Understanding Hard Disk Cluster Sizes
Clusters are the smallest units into which a hard disk's space can be divided. A hard disk formatted with the traditional FAT system, found in Windows 95 and an ancient operating system called "DOS," can have no more than 65,536 clusters on each drive or partition. This means that the larger the harddisk, the larger the size of each cluster.
The problem with large clusters is that they result in a lot of wasted disk space. Each cluster can store no more than a single file (or a part of a single file); if a file does not consume an entire cluster, the remaining space is wasted. For example, a 2 GB drive would have a cluster size of 32 KB; a 1 KB file on a disk with a 32 KB cluster size will consume 32 KB of disk space; a 33 KB file on the same drive will consume 64 KB of space, and so on.

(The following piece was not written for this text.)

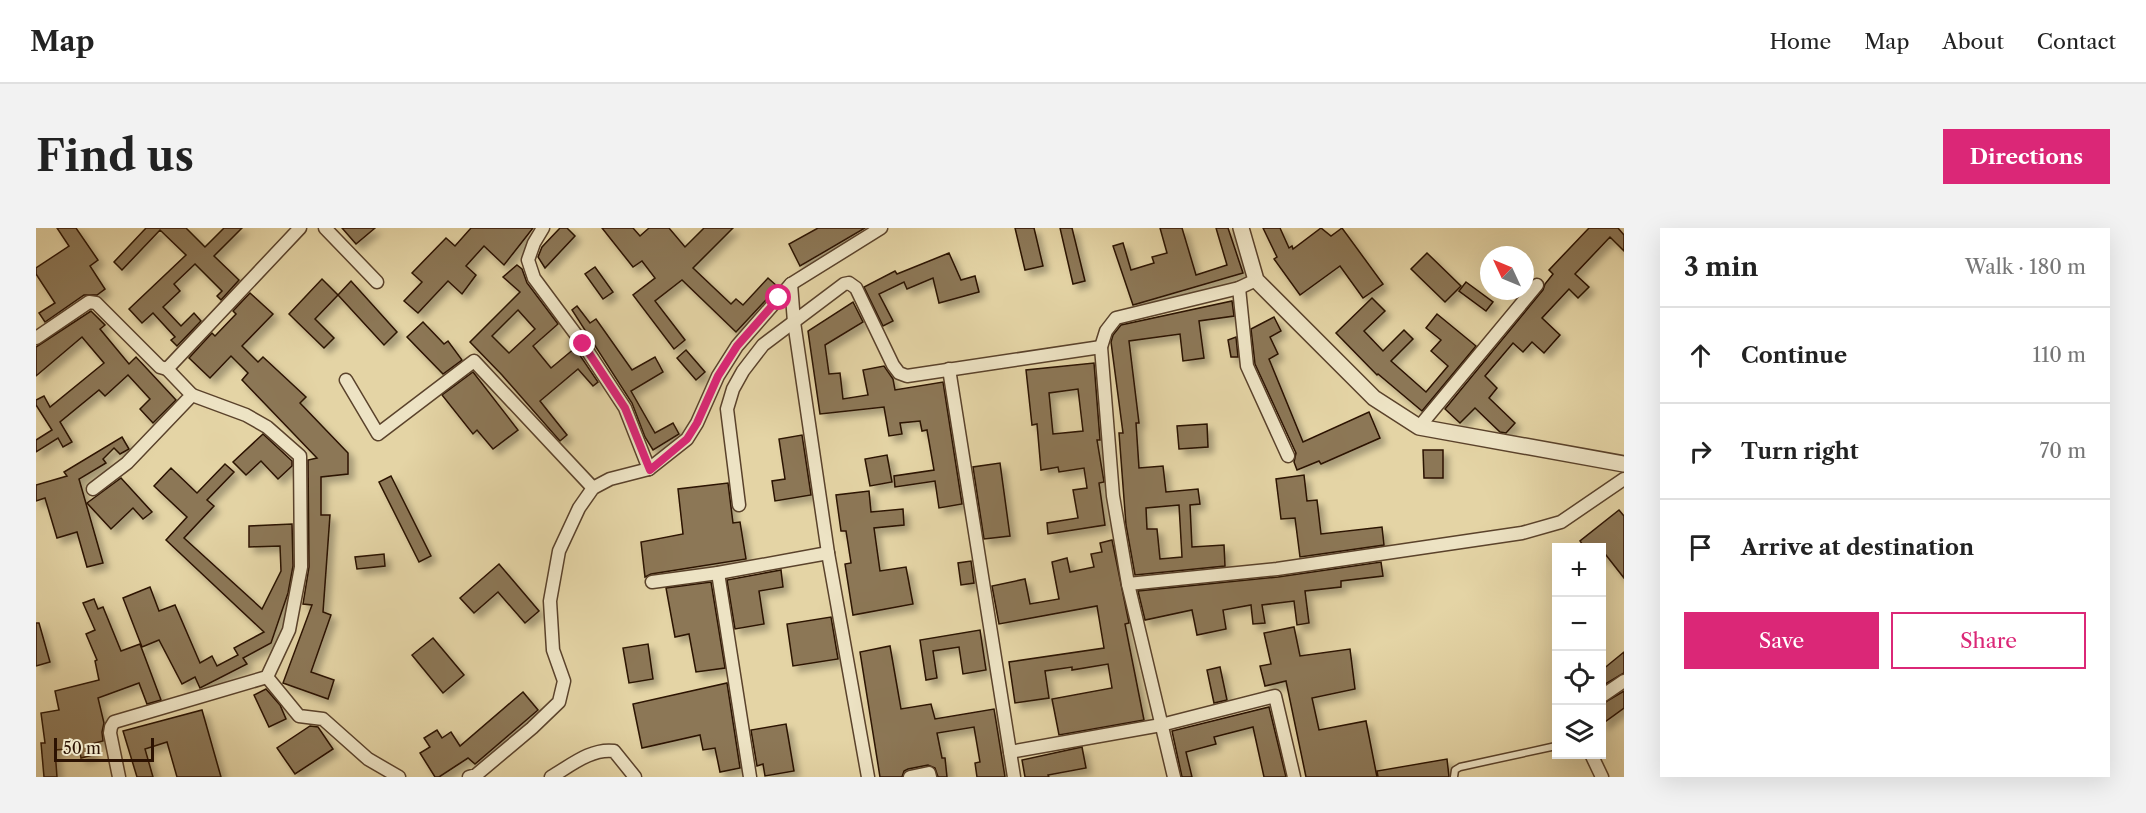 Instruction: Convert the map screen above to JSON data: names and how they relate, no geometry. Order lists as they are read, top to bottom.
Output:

The extra 31 KB left over from the 33 KB file is called slack space, and it can't be used by any other files. With thousands of files (especially those tiny shortcuts littered throughout a Windows installation), the amount of wasted slack space on a sizeable hard disk can add up to hundreds of megabytes of wasted space.

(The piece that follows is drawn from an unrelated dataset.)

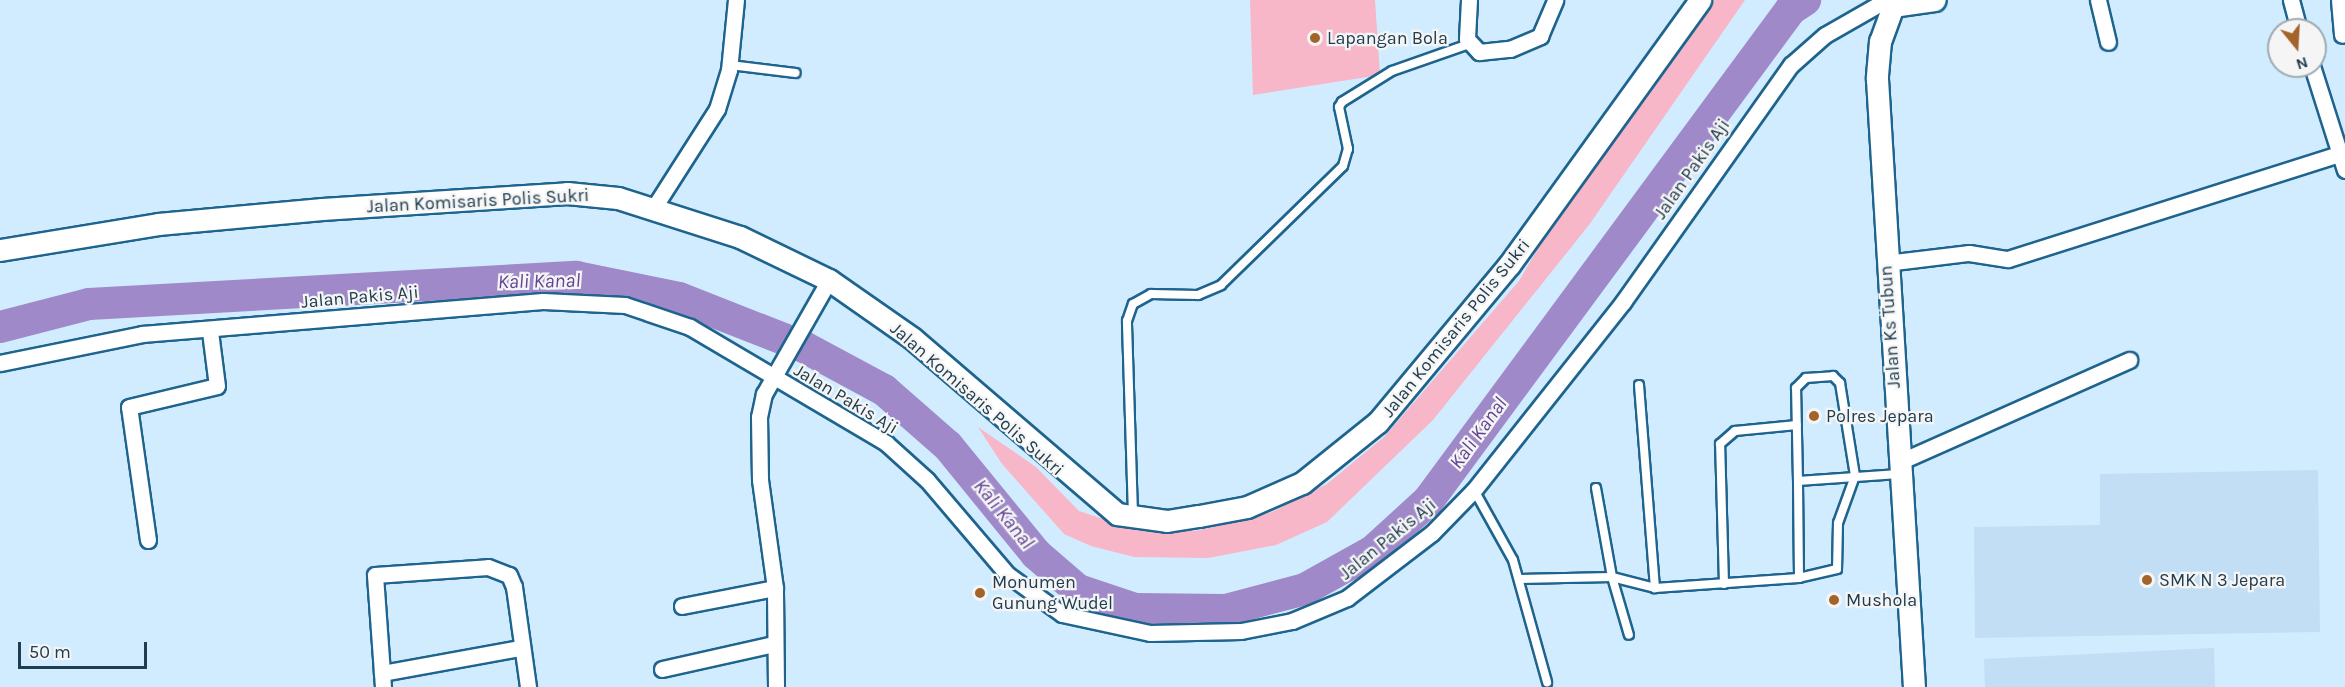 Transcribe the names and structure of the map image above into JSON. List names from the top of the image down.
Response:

The NTFS filesystem used by Vista can handle more than four billion clusters, resulting in much smaller cluster sizes. Now, four billion clusters, at 4 kilobytes each, gives NTFS a maximum partition size of 14.9 terabytes (15,259 GB). Of course, if this drive were commercially available, its manufacturer would contend that 1 terabyte is equal to 1,000,000,000,000 bytes, and market the unit as a 16.4 TB (16,384 GB) drive.
You can see how much space is wasted by any given file by right-clicking on the file icon, selecting Properties, and comparing the Size value with the Size on disk value. The same works for multiple selected files and folders; highlight all the objects in your root directory to see the total amount of wasted space on your drive. To find the current cluster size of your drive, just open the properties sheet for a small file you know will only consume a single cluster (such as a Windows Shortcut); its Size on disk will be equal to the size of one cluster.